The 38-year-old actress and comedian shared a photo of herself smiling and wrote, “They retrieved 35 eggs from me. Not bad for the old gal right? Then 26 fertilized! Whoa right? For all those we got 1 normal embryo from that and 2 low level mosaic (mosaic means there are some abnormal cells but can still lead to a healthy baby) So we feel lucky we got 1!”
Schumer first opened up about her in-vitro fertilization journey in January, saying that she was undergoing the process to give her son, Gene, a sibling and sharing a photo of her stomach with bruise marks from injections.
Back then, the actress wrote that just a week into IVF, she was “feeling run down and emotional” and asked her followers to offer any advice to help her get through it. She even went so far as to share her phone number for people to share their own experiences with infertility.
Almost immediately, many women ended up sharing their stories and advice with Schumer, who posted another photo of herself in a doctor’s office thanking her followers for the tips she received like icing bruised areas, eating salty food and drinking Gatorade.
In her Instagram post on Friday Schumer thanked her followers again and wrote, “I have so appreciated everyone sharing their IVF stories with me. They made me feel empowered and supported.”
Putting a spotlight on IVF, she also wrote, “So many women go through many rounds of IVF which is painful and mentally grueling. I heard from hundreds of women about their miscarriages and struggles and also many hopeful stories about how after rounds and rounds of IVF, it worked! It has been really encouraging.”
“I just wanted to share and send love and strength to all of the warrior women who go through this process,” she added.
Schumer speaking out about her experience with IVF with her nearly 10 million Instagram followers is critical in "bashing" the emotional and societal pressure that comes with trying to have a child, according to ABC News chief medical correspondent Dr.

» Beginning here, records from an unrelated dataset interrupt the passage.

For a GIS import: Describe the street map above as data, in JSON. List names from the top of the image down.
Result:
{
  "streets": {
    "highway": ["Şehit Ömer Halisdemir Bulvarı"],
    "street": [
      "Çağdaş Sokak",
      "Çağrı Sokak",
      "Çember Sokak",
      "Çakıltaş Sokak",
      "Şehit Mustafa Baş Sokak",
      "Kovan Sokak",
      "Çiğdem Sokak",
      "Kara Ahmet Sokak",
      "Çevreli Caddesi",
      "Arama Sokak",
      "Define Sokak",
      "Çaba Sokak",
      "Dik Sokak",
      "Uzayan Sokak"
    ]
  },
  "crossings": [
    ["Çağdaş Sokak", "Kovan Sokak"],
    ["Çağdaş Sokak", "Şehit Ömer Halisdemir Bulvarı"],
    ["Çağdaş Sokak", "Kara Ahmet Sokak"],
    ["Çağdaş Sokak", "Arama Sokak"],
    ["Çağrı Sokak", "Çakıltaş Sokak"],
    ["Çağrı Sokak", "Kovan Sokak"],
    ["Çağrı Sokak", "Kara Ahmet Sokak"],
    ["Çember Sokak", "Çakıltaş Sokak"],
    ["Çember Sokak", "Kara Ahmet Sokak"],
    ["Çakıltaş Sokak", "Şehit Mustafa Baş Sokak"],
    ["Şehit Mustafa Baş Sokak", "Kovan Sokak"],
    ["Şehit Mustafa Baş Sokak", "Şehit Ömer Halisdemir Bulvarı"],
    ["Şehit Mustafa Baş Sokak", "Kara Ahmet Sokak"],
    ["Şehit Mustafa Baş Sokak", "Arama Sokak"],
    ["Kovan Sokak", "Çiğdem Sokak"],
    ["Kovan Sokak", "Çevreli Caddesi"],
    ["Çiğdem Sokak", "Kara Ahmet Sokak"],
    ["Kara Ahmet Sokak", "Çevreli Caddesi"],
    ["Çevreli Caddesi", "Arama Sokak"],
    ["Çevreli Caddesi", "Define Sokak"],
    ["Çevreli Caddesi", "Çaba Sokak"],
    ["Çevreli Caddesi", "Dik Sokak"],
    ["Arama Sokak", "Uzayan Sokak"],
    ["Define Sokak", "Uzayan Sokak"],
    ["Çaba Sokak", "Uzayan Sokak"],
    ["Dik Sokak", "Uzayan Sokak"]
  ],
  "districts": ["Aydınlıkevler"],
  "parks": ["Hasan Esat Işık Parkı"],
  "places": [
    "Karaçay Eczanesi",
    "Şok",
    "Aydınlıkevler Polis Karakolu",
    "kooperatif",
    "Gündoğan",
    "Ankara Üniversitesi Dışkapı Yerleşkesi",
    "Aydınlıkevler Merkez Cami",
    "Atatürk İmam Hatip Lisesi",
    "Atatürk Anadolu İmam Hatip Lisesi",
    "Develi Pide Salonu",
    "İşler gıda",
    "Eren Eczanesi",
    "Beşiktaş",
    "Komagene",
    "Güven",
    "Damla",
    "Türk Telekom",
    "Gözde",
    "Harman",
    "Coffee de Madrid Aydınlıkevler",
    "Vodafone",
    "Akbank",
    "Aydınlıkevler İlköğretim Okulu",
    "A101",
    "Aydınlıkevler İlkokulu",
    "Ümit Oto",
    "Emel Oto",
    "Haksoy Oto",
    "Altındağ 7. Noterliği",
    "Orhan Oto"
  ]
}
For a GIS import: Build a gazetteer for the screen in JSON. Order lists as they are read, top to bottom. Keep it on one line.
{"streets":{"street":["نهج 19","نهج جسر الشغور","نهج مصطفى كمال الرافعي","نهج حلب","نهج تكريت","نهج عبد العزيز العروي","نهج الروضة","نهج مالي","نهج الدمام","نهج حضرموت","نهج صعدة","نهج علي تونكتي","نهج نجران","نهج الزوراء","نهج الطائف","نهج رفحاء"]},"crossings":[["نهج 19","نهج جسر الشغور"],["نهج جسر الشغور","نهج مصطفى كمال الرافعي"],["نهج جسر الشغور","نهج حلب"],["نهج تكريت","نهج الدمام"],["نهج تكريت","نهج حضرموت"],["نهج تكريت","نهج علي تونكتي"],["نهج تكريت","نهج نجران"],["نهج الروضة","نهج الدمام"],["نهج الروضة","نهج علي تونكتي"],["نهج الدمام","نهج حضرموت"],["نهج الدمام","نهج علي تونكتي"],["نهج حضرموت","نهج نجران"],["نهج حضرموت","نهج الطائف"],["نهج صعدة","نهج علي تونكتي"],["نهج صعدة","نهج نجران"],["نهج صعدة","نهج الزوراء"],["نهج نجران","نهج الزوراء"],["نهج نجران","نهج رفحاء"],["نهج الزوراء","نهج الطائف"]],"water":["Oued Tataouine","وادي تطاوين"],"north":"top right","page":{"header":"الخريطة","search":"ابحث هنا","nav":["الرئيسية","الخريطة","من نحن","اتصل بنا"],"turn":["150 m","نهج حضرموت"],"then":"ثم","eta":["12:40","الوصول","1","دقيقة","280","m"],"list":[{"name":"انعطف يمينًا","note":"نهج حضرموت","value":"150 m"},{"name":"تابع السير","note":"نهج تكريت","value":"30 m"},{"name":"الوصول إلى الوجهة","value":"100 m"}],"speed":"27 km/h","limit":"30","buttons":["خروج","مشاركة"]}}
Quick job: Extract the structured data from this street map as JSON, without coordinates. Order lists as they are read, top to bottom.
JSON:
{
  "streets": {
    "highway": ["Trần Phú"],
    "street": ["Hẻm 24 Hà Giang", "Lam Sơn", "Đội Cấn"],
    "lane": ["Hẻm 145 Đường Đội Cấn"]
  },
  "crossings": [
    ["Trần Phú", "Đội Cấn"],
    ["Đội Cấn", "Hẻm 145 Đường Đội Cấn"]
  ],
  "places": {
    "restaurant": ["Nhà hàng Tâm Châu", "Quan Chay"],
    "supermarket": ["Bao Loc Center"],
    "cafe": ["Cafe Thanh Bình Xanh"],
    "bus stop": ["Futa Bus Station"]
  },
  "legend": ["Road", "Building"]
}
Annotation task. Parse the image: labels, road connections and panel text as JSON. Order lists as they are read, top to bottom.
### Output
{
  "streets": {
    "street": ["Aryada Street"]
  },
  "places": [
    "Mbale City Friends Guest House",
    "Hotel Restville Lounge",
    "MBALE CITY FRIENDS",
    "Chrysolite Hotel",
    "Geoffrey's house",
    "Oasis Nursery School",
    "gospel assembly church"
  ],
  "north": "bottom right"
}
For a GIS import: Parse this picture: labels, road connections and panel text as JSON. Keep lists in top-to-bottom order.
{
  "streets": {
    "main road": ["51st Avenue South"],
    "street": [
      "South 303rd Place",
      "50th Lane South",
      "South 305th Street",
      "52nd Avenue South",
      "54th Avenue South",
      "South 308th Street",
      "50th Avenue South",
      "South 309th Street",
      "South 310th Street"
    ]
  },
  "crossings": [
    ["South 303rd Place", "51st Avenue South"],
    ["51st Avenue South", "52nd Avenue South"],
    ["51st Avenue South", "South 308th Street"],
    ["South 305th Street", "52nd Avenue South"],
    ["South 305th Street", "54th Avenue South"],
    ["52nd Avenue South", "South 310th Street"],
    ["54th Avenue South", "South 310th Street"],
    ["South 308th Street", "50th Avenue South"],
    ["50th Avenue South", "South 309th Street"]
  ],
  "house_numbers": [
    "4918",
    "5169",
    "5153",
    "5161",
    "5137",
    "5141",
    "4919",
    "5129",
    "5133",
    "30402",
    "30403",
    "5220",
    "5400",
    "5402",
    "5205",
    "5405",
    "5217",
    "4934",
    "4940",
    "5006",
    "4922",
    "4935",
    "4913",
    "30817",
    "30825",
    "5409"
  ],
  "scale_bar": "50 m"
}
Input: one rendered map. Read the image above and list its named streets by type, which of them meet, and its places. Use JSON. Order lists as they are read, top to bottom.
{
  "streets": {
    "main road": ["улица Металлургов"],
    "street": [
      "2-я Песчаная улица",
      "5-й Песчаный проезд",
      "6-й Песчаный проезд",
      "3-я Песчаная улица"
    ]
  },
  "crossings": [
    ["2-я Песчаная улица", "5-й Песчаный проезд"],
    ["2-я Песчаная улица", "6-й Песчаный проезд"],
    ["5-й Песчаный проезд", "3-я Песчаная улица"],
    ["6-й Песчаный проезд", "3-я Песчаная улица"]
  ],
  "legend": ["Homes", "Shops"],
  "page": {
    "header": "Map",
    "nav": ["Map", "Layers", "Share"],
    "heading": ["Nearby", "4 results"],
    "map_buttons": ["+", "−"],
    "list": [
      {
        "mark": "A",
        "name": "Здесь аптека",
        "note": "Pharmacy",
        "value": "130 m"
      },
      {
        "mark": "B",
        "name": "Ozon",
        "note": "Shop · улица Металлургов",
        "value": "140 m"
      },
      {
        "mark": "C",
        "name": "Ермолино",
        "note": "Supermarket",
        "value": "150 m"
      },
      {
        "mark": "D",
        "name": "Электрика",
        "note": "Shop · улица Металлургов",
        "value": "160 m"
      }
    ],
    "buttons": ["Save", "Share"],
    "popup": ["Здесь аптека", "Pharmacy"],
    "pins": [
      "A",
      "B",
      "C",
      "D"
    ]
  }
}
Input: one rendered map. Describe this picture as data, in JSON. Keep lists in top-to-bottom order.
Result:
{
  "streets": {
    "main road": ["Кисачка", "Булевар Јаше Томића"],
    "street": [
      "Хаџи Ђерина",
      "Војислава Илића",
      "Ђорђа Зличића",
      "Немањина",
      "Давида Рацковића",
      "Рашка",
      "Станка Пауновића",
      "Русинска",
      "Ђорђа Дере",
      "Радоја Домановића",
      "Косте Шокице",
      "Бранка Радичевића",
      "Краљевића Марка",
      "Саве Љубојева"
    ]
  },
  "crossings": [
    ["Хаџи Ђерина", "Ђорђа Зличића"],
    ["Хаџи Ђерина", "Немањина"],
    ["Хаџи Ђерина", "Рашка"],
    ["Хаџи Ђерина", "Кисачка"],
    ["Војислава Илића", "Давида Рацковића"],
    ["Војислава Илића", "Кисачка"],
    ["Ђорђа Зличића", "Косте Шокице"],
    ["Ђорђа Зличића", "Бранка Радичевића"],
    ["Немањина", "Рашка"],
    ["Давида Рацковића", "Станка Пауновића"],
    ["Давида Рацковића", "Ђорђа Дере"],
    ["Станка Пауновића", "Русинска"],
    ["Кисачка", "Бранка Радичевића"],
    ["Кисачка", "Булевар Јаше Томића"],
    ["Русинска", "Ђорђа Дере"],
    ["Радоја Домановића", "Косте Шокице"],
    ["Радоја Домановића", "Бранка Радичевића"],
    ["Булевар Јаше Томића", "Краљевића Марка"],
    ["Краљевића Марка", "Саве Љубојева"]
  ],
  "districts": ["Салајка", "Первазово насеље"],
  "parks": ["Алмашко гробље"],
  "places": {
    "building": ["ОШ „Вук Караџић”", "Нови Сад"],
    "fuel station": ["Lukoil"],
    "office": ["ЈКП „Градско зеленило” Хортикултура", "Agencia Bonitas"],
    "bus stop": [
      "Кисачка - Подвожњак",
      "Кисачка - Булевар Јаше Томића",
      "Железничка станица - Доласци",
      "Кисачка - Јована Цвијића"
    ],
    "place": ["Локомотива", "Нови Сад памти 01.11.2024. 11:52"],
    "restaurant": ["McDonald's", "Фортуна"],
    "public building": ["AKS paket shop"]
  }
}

Jennifer Ashton, a board-certified OBGYN.
"It’s not just a physical and financial toll. It’s emotional. It’s psychological. It’s social," Ashton said Monday on "Good Morning America." "We tend to think of ourselves as a failure or have doubt, anxiety, fear, shame. Talking about this is the first step in bashing all of that."
Ashton referred to Schumer's announcement that she and her husband got one "normal embryo" in saying, "We say it all the time in OBGYN because it is true -- you only need one."
She also stressed that, although it is difficult, women should try not to "get bogged down on numbers" when going through the IVF process.
"I want to be clear," she said. "The number of eggs or embryos or even if you choose to use your eggs is not a woman’s reflection as a human being."